WILMINGTON Del. – New York, Rhode Island and nine other states sued to enforce clean air standards after the U.S. Environmental Protection Agency failed to meet a deadline to reduce pollution from soot.
The lawsuit, filed Feb. 10 in federal court in Manhattan, asks a judge to order the EPA to propose and complete the standards for particulate matter, or soot.
“The delay caused by the administrator’s failure has harmed and continues to harm the states by delaying the adoption and implementation of more protective fine particulate matter standards that will result in cleaner and healthier air,” according to the complaint.
According to the American Lung Association, one in 17 Americans lives in areas with unhealthy year-round levels of pollution from soot, Attorney General Peter F. Kilmartin of Rhode Island, one of the plaintiffs, said in a statement Feb. 10. Most soot comes from diesel vehicles and power plants, he said.

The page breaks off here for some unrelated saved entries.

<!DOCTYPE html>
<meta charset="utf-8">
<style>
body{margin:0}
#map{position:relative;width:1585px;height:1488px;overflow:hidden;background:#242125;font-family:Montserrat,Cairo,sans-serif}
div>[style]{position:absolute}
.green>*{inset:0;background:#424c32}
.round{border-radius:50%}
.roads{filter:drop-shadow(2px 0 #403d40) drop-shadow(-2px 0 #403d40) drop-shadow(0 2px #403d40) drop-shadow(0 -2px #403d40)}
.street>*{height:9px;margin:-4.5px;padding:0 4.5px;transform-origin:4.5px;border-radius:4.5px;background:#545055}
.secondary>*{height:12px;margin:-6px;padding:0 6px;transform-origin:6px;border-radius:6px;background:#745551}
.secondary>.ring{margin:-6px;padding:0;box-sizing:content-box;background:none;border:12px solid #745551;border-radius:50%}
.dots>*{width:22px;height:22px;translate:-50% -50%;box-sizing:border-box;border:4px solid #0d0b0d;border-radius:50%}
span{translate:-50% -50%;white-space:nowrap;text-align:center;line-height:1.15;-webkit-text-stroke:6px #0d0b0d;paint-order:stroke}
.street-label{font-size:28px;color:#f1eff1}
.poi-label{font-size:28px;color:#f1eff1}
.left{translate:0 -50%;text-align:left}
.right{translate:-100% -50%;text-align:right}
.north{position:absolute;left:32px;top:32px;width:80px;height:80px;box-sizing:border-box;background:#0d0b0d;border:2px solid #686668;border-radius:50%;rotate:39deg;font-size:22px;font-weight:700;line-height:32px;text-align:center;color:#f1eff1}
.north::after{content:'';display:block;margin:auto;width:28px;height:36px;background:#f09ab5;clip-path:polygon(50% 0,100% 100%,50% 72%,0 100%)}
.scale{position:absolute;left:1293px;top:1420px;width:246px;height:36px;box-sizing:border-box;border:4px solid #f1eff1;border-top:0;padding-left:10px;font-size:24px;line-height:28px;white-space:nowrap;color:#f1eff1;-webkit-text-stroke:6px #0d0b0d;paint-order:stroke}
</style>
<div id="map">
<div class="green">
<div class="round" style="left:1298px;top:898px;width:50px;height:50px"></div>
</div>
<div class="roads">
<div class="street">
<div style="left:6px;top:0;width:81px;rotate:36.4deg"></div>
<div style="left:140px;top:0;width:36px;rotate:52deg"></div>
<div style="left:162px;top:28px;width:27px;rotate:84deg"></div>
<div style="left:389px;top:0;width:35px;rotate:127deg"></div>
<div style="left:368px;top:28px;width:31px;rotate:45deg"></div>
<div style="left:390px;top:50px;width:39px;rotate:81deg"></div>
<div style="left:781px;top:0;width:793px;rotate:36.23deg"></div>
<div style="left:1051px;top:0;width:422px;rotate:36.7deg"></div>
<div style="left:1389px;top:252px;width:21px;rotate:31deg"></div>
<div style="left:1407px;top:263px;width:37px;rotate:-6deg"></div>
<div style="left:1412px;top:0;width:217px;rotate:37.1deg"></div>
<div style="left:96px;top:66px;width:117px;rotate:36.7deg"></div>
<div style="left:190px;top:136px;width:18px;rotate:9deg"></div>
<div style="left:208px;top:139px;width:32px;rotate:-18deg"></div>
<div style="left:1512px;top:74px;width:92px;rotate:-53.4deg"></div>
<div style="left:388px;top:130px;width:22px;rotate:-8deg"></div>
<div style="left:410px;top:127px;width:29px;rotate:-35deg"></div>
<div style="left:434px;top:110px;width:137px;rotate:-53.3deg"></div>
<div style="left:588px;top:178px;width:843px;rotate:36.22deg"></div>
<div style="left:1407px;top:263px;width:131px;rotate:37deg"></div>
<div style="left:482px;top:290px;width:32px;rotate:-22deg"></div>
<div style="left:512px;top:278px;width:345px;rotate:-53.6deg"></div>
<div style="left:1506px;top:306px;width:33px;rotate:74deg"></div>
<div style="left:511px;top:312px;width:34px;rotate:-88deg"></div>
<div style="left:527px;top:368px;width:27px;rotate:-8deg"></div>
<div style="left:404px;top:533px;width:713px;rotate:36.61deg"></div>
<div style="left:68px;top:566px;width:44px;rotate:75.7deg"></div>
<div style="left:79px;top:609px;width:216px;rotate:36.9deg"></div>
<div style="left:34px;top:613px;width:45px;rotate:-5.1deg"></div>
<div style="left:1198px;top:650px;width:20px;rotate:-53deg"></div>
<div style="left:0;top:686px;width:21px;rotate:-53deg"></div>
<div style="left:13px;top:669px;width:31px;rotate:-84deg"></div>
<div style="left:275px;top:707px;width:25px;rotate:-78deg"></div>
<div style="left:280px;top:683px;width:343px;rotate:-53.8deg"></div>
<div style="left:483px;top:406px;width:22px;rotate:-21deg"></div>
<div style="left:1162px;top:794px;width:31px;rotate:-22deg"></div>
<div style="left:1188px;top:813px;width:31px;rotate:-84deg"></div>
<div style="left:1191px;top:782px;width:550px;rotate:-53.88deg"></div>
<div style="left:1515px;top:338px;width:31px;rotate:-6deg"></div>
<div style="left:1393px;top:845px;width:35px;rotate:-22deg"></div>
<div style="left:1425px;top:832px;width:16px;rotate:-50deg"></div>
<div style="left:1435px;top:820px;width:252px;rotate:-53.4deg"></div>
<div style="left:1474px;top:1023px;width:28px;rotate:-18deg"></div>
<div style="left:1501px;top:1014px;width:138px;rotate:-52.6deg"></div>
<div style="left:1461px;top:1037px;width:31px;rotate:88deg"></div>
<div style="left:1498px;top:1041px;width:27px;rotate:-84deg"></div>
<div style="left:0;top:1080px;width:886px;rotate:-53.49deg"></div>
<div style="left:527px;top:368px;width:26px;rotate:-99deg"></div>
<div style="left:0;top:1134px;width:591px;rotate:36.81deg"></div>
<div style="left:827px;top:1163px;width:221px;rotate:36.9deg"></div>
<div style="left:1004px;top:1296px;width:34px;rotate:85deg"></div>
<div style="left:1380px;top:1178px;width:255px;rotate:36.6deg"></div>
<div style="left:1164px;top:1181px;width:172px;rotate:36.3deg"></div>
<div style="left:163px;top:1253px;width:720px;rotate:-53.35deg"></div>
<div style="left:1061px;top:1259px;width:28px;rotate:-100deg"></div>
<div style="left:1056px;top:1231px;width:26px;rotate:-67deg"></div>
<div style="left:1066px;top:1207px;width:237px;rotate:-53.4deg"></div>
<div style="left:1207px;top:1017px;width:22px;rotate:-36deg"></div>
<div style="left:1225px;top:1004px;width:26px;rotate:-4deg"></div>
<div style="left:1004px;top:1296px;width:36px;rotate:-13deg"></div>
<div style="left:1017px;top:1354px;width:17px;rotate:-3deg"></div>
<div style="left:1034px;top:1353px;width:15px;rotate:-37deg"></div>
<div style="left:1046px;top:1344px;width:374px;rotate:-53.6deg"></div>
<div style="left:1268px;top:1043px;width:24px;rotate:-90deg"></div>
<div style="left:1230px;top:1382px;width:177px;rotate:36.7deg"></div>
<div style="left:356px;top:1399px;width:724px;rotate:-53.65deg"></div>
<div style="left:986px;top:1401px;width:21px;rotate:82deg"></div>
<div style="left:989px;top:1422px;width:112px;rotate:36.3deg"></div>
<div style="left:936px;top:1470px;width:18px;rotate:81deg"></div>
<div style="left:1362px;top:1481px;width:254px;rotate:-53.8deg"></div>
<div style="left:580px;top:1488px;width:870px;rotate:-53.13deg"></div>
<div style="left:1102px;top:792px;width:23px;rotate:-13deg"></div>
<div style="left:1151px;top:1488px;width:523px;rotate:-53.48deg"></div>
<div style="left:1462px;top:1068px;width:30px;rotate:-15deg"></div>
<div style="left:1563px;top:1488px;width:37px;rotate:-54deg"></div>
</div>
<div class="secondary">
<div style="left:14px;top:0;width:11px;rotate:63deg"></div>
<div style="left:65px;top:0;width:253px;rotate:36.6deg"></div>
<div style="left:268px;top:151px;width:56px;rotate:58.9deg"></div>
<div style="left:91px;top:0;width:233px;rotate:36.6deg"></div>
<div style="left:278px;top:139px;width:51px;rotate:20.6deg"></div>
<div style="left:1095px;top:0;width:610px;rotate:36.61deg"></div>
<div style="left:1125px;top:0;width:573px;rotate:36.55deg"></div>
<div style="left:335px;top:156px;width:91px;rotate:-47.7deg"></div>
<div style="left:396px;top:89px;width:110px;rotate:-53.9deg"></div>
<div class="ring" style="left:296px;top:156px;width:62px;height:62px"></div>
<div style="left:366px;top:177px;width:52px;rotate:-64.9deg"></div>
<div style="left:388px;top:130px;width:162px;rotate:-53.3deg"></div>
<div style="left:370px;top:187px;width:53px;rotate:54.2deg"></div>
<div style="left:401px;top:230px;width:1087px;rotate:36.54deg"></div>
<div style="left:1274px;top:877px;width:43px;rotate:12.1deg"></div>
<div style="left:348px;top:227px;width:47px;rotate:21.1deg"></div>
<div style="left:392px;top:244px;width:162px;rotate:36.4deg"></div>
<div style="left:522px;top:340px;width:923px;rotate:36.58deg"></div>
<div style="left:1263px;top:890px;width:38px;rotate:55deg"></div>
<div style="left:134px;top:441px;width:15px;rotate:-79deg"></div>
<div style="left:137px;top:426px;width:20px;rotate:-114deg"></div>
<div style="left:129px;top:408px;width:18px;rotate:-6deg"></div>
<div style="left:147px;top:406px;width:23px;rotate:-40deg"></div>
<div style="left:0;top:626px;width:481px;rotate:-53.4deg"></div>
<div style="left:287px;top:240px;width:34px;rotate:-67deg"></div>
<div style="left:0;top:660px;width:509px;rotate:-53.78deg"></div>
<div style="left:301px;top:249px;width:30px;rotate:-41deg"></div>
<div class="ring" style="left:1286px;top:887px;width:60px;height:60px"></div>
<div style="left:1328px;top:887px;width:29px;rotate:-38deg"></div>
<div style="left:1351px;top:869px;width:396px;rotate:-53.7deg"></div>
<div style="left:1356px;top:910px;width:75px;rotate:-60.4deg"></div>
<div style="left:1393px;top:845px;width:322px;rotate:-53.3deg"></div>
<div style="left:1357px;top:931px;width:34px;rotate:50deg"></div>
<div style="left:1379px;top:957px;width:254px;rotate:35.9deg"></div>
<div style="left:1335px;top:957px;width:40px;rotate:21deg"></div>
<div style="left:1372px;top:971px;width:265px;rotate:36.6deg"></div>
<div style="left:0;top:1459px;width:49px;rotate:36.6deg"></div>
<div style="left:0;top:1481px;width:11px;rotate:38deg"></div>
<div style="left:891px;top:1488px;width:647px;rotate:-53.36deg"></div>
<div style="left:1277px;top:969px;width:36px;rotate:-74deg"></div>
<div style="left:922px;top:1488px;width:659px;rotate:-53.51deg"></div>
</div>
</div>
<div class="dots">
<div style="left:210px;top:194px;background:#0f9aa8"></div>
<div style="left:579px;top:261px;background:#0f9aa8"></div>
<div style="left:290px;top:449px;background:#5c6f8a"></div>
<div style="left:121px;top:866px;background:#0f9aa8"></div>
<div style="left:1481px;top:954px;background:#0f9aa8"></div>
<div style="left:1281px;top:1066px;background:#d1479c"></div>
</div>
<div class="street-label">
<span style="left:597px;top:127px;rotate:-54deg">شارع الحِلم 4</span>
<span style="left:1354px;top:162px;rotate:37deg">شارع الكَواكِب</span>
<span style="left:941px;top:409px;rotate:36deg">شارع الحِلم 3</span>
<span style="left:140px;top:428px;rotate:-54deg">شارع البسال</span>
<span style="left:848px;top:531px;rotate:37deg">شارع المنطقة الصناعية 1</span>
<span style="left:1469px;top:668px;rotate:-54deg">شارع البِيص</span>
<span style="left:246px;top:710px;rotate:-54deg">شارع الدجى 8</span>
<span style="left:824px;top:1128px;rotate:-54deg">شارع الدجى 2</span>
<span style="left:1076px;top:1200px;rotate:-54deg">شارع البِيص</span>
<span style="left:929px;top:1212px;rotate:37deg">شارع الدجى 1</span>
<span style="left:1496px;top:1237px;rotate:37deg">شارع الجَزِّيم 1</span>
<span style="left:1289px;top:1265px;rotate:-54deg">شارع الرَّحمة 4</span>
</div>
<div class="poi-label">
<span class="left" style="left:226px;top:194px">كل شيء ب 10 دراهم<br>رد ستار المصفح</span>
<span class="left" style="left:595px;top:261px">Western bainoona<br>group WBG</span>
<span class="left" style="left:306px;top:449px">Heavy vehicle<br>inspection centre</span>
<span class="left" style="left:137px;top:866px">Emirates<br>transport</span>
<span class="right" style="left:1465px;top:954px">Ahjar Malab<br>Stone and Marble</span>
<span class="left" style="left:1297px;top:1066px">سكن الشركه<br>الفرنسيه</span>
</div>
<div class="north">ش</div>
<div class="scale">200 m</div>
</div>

“The science is clear that the current federal standards for soot emissions are woefully inadequate, causing premature deaths and serious chronic respiratory harm,” Kilmartin said.
California, Connecticut, Delaware, Maryland, Massachusetts, New Mexico, Oregon, Vermont and Washington also sued the EPA.
“EPA is continuing to work on proposing” the standards, an agency spokeswoman, Betsaida Alcantara, said in an email.
The case is U.S. v. Jackson, 12-cv-10064, U.S. District Court, Southern District of New York (Manhattan).